WAYNE -- Seventeen wooden desks dot the first floor of the North Wayne Schoolhouse. Five chalkboards remain attached to three freshly painted walls above the original wooden paneling.

The entryway will soon boast an authentic schoolhouse bench.

And on the second floor, those heading the effort to restore the schoolhouse plan to return a 1910 stage curtain -- painted to depict a Roman charioteer urging on his horses -- to its original position hanging in front of the schoolhouse stage.

Since 2006, a small group of residents here -- the North Wayne Schoolhouse Preservation Committee -- has spearheaded an effort to restore a two-story schoolhouse in the heart of the once-vibrant North Wayne Village. Though some restoration remains to be done, the group has made strides in reviving the structure.

Now, the preservation crew is preparing to show off its work to residents -- some who were students before the village school closed in 1962 -- at open-house events on Saturday and Sunday.

"We want to feature the schoolhouse as one that's more evocative of Wayne and North Wayne in its heyday," said Betsy Bowen, a preservation committee member. "We've been unearthing some fairly rich history to it."

In North Wayne's prime, the legendary North Wayne Tool Co. was at the center of village life. The company funded the construction of the schoolhouse and the nearby North Wayne Church.

More than 150 years later, the town of Wayne and a group of private funders are bankrolling the schoolhouse's restoration.

Since the preservationists began their effort in 2006, they -- and those they have recruited to help them -- have scrubbed down the windows and cleaned the wooden floors and wall panels.

They have shored up the structure's foundation, painted the interior and exterior while matching the colors as closely as possible to the original blue and white shades and repaired a sagging, waterlogged roof.

They have also fixed the second-floor stage and cleaned up the second floor's water-logged walls and ceiling.

In the course of their work, the preservation crew members learned of a 1910 stage curtain painted by local artists Laura Wells and E.L. Crosby.

Based on what they had already discovered on the schoolhouse's second floor, the expectations were low.

"Before I saw it, I thought it would be a dirty, rotten mess," preservation committee member Bob Stephenson said. "It's a totally professional job."

Bowen and Stephenson suspect the popularity of "Ben Hur" -- through the Lew Wallace novel and the later silent film and theatrical production -- was the inspiration for the colorful and vivid stage curtain oil painting.

"'Ben Hur' was kind of a 'Star Wars' of its time," Bowen said.
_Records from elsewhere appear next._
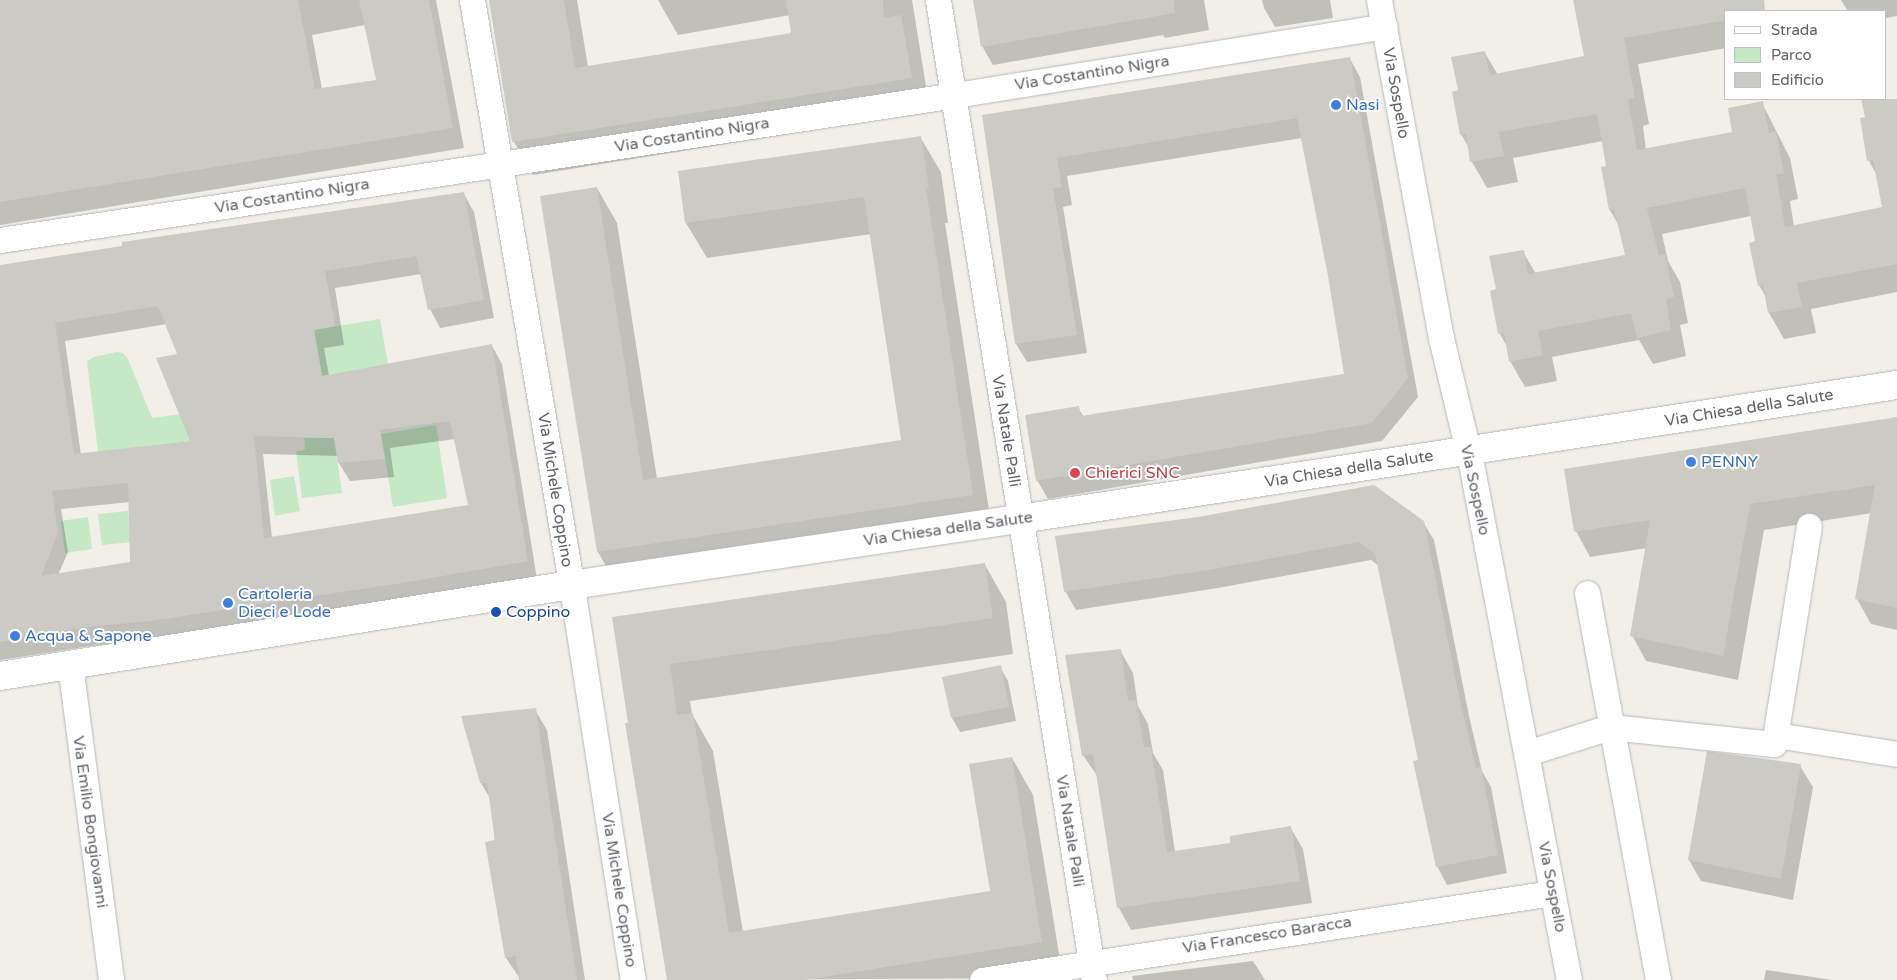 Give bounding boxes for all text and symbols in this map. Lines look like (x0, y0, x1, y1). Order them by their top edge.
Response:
legend (1724, 10, 1887, 100)
text: Strada (1771, 21, 1818, 39)
street label: Via Sospello (1379, 46, 1413, 140)
text: Parco (1771, 46, 1812, 64)
street label: Via Costantino Nigra (1013, 51, 1171, 95)
text: Edificio (1771, 71, 1824, 89)
place label: Nasi (1346, 95, 1380, 115)
marker: Nasi (1330, 99, 1342, 111)
street label: Via Costantino Nigra (613, 113, 771, 157)
street label: Via Costantino Nigra (213, 174, 371, 218)
street label: Via Natale Palli (988, 374, 1024, 488)
street label: Via Chiesa della Salute (1663, 385, 1835, 431)
street label: Via Michele Coppino (533, 411, 577, 569)
street label: Via Sospello (1456, 443, 1494, 537)
street label: Via Chiesa della Salute (1263, 446, 1435, 492)
place label: PENNY (1701, 452, 1758, 472)
marker: PENNY (1685, 456, 1697, 468)
place label: Chierici SNC (1085, 463, 1180, 483)
marker: Chierici SNC (1069, 467, 1081, 479)
street label: Via Chiesa della Salute (862, 508, 1034, 550)
place label: Cartoleria Dieci e Lode (238, 584, 331, 622)
marker: Cartoleria Dieci e Lode (222, 597, 234, 609)
place label: Coppino (506, 602, 570, 622)
marker: Coppino (490, 606, 502, 618)
place label: Acqua & Sapone (25, 626, 152, 646)
marker: Acqua & Sapone (9, 630, 21, 642)
street label: Via Emilio Bongiovanni (68, 735, 112, 909)
street label: Via Natale Palli (1052, 774, 1088, 888)
street label: Via Michele Coppino (597, 811, 641, 969)
street label: Via Sospello (1534, 840, 1570, 934)
street label: Via Francesco Baracca (1181, 912, 1353, 958) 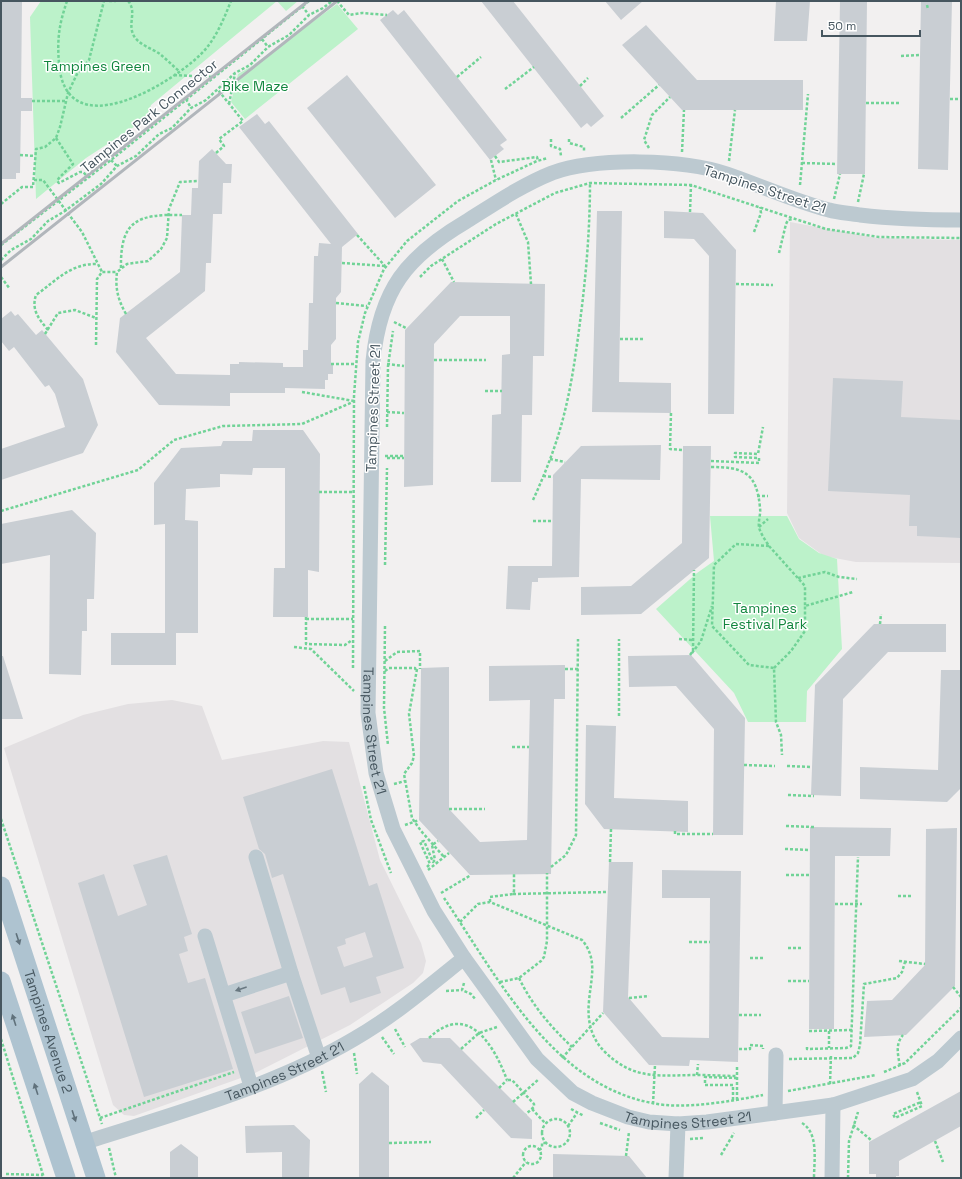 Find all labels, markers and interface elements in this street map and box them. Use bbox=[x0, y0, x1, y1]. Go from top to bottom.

Preservation group members have recruited the Vermont organization Stage Curtains Without Borders -- which has also assisted Gardiner, Vienna and Windsor with stage curtains of their own -- to flatten the curtain, mend some tears, apply lacquer to preserve the color and make a digital-quality copy.
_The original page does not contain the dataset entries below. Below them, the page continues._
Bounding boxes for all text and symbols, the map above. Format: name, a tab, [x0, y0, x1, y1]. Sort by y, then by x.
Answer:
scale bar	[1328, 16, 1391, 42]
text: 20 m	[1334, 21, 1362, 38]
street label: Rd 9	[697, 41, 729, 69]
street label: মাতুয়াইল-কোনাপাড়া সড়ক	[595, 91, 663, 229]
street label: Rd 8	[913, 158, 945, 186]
"What we hope to be able to do with the fixes they put on is extend its life for another 50 years," Bowen said.

"If we're careful, we can keep it going, but we have to do it correctly."

Careful stewardship, Bowen said, means the curtain will be unrolled for display only two times each year.

"We don't want the sun to fade it," she said, "so we have to keep it rolled up."

The semiannual curtain unveilings may coincide with town functions at the schoolhouse.

"The plan is to make it a place where people will come and it will bring people back to a different time," Bowen said. "Some may call it a simpler time."

Bob McLaughlin, who was a schoolhouse student, recalls a time when the second floor was reserved for special occasions: spring plays, Christmas pageants and spelling bees.

"I remember standing up here spelling," McLaughlin said, looking at the second-story stage.

Bowen, who loves the thrill of competitive spelling, said she is eager to see the schoolhouse once again host the spelling matches.

"That way," she joked, "people could view spelling as an extreme sport."